- Associated Press - Sunday, August 3, 2014

COLUMBUS, Neb. (AP) - Members of Columbus Exposition and Racing are entering their second season of live racing with a sense of optimism not shared by everyone in the horse racing industry.

They expect to see larger crowds at Platte County Agricultural Park this year, more horses and a competitive group of riders from as far away as Colorado and North Dakota, the Columbus Telegram reported (http://bit.ly/UOfyrF ).

The nonprofit group formed in April 2013 took over the Columbus Races last year after the Platte County Agricultural Society cut its ties to the live meet, which had been a money-losing venture in recent years.

Dan Clarey, one of five area men who came together to create Columbus Exposition and Racing, said the group’s first year in control of the live meet came and went without any big surprises.

With one year now under their belts, CER members are hoping to make an even bigger splash when the 2014 races kick off Friday at Ag Park.

According to the group, an average of about 1,500 people attended the races on each of the 16 days during last year’s live meet.

Although that number was lower than expected, they know there are several population bases that can be tapped to boost attendance for this year’s 16-day meet, which runs through Labor Day.

Only about one-third of last year’s spectators were from Columbus, according to CER member Tom Jahde, who is looking for strong attendance this year from both local residents and horse racing fans across the state.

“Northeast Nebraska was huge for us last year, and we’re hoping they’ll continue to come back,” he said.

CER also revamped its marketing and advertising strategies this year to target Omaha, Lincoln and other cities that don’t offer horse racing into August.

“We found out last year that we actually did pretty well getting people to come from out of town,” said Clarey, who believes the Columbus Races can attract even more people from outside the city in 2014.

Clarey expects to see attendance numbers that match 2013, at the very least, with hopes that the figures blow past last year’s mark.

“We anticipate as good this year or better,” he said.

CER member Russell Placzek also noted that blanket sponsorships and box seat sales have been strong so far and additional corporate sponsors signed on to support the races.

The group is banking on larger fields and skilled jockeys to increase excitement during the upcoming live meet, as well.

Clarey said the Columbus Races struggled to attract horses at the beginning of last year’s meet, a problem he hopes is resolved by having this year’s schedule set months in advance.

The number of horses running in Columbus should be up this year, based on early indications received by CER.

“Hopefully, we’ll get bigger fields this year,” said Placzek.

Live thoroughbred racing at Prairie Meadows in Iowa ends Aug. 9 and Arapahoe Park in Colorado wraps up its season eight days later.

Jahde is expecting a large number of horses from the race track near Denver - up to 70 or more - to run in Columbus.

“We’re going to have more horses from the Denver area than we’ve ever had in the past,” he said.

One of the leading riders from Turf Paradise in Arizona and a group of jockeys from North Dakota are also expected to compete here.

CER, which took over the simulcast betting at Ag Park on Jan. 1, will pay $12,000 plus utility costs to use the race track and simulcast facilities this year.
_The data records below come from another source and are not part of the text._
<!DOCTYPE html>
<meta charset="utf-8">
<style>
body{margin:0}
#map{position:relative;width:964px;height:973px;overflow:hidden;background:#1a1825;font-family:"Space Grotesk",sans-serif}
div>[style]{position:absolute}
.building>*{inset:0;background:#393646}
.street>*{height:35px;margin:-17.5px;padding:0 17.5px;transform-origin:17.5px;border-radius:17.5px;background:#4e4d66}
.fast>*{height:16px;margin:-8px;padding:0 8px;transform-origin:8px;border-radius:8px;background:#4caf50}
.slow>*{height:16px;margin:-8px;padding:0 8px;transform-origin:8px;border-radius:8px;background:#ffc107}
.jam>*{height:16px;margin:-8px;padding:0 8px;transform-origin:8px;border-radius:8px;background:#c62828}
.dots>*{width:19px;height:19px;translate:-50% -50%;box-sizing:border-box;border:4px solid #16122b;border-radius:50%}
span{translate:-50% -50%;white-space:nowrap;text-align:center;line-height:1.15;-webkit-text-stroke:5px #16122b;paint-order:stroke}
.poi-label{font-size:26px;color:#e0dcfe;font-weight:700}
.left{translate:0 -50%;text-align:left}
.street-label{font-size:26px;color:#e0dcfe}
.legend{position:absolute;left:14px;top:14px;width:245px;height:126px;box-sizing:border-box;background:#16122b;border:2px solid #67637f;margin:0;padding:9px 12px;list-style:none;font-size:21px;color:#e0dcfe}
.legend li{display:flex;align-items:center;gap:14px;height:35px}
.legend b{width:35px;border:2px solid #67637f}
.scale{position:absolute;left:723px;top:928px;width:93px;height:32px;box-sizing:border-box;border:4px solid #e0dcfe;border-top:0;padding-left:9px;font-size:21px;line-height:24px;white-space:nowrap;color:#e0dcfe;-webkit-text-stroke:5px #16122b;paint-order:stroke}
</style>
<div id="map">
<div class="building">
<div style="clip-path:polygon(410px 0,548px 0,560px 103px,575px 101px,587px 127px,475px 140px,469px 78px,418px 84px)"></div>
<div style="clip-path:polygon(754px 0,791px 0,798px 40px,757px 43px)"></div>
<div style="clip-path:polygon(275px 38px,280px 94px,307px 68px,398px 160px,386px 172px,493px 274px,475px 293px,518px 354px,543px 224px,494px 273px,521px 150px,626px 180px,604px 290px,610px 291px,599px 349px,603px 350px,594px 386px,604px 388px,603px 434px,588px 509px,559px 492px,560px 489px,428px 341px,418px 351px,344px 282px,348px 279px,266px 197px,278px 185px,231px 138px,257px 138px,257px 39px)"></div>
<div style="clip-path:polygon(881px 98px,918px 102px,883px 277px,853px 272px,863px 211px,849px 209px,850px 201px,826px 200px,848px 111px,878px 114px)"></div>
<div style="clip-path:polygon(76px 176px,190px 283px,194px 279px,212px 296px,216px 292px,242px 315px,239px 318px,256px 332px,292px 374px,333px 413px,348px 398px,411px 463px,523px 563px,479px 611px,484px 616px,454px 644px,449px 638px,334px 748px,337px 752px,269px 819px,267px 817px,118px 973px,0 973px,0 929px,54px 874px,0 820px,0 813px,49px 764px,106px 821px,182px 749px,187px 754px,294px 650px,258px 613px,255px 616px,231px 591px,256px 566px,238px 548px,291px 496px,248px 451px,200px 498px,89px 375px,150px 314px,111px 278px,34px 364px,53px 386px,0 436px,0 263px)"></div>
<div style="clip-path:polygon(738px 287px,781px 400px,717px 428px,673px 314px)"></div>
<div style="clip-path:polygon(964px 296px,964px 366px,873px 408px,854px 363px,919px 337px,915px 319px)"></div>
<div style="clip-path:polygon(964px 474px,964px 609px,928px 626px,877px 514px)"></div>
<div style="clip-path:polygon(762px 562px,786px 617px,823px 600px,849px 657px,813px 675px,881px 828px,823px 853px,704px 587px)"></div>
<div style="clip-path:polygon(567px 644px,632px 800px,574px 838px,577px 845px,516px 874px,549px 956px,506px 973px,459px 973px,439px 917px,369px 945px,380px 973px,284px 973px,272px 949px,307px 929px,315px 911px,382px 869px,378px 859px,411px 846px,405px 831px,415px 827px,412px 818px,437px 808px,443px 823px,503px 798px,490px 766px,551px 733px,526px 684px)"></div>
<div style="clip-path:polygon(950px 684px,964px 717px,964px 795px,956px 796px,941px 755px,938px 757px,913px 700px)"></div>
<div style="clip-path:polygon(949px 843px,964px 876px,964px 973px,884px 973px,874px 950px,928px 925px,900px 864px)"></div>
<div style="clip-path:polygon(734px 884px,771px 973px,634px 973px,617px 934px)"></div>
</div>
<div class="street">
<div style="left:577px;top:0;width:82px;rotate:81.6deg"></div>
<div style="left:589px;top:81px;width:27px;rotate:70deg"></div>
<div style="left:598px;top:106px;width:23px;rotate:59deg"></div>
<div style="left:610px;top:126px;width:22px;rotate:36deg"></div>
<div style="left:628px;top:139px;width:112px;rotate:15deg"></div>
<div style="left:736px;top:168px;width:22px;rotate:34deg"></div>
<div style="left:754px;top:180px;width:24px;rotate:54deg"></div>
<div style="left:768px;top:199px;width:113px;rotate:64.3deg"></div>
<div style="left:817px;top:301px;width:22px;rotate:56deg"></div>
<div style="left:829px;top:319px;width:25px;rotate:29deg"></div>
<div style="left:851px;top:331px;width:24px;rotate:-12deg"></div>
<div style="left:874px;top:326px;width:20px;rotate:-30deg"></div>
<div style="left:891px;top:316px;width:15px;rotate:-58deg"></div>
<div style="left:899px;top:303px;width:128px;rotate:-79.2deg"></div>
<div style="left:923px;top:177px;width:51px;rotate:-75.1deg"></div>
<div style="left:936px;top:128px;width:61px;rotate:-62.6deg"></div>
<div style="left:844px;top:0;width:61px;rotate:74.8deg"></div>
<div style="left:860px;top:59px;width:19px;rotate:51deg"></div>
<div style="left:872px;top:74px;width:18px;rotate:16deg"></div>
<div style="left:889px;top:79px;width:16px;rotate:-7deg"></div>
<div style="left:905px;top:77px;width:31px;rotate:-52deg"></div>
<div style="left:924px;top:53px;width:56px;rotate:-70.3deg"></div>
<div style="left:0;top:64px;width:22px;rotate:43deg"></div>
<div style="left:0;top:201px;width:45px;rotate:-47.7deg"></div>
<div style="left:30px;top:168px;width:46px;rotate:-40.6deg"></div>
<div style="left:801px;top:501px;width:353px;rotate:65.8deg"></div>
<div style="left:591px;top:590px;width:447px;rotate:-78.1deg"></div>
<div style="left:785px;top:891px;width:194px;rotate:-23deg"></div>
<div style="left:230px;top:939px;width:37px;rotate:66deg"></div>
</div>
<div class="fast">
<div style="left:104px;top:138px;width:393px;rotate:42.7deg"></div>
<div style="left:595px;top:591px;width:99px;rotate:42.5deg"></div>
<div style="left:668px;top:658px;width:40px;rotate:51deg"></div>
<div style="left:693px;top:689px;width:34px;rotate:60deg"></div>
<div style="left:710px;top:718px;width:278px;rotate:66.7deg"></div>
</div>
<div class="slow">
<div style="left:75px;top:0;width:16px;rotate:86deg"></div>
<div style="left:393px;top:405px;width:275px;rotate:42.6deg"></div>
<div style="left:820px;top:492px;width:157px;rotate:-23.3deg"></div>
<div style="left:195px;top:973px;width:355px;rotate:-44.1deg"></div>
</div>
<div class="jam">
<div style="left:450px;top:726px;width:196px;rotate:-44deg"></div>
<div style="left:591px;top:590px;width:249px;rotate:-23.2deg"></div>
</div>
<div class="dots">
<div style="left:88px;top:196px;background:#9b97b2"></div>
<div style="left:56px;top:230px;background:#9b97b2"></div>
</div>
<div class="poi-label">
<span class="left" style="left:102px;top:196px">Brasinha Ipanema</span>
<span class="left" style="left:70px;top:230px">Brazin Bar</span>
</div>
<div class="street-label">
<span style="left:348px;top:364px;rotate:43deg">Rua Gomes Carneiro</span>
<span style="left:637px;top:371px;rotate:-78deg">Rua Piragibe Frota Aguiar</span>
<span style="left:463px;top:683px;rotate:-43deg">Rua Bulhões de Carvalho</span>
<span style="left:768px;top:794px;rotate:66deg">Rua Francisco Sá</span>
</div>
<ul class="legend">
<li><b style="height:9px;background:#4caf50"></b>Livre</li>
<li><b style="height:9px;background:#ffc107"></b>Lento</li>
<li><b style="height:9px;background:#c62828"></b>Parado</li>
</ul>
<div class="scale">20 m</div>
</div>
The group receives all proceeds from the simulcast betting plus 30 percent of the concessions revenues during the live meet and a 12.5 percent take on all food and beverages sold in the simulcast rooms.

Still, the group relies on the Horsemen’s Benevolent and Protective Association to subsidize purses to keep live horse racing in Columbus.

“We’re definitely not doing this for our health,” Placzek said. “We’re just trying to keep racing here.”

Live horse racing will be held every Friday, Saturday and Sunday for the next five weeks at Ag Park, plus on Labor Day.

The post times for the first race are 6:30 p.m. on Fridays and Saturdays and 2 p.m. on Sundays and Labor Day with the gates opening about an hour before the first race.

Simulcast betting begins at 11 a.m. Thursdays through Sundays.

The admission price for the Columbus Races is $1 for adults ages 18 and older. Children can attend at no cost.

CER plans to give away one 32-inch, flat-screen television every Friday night during the live meet as part of a special promotion.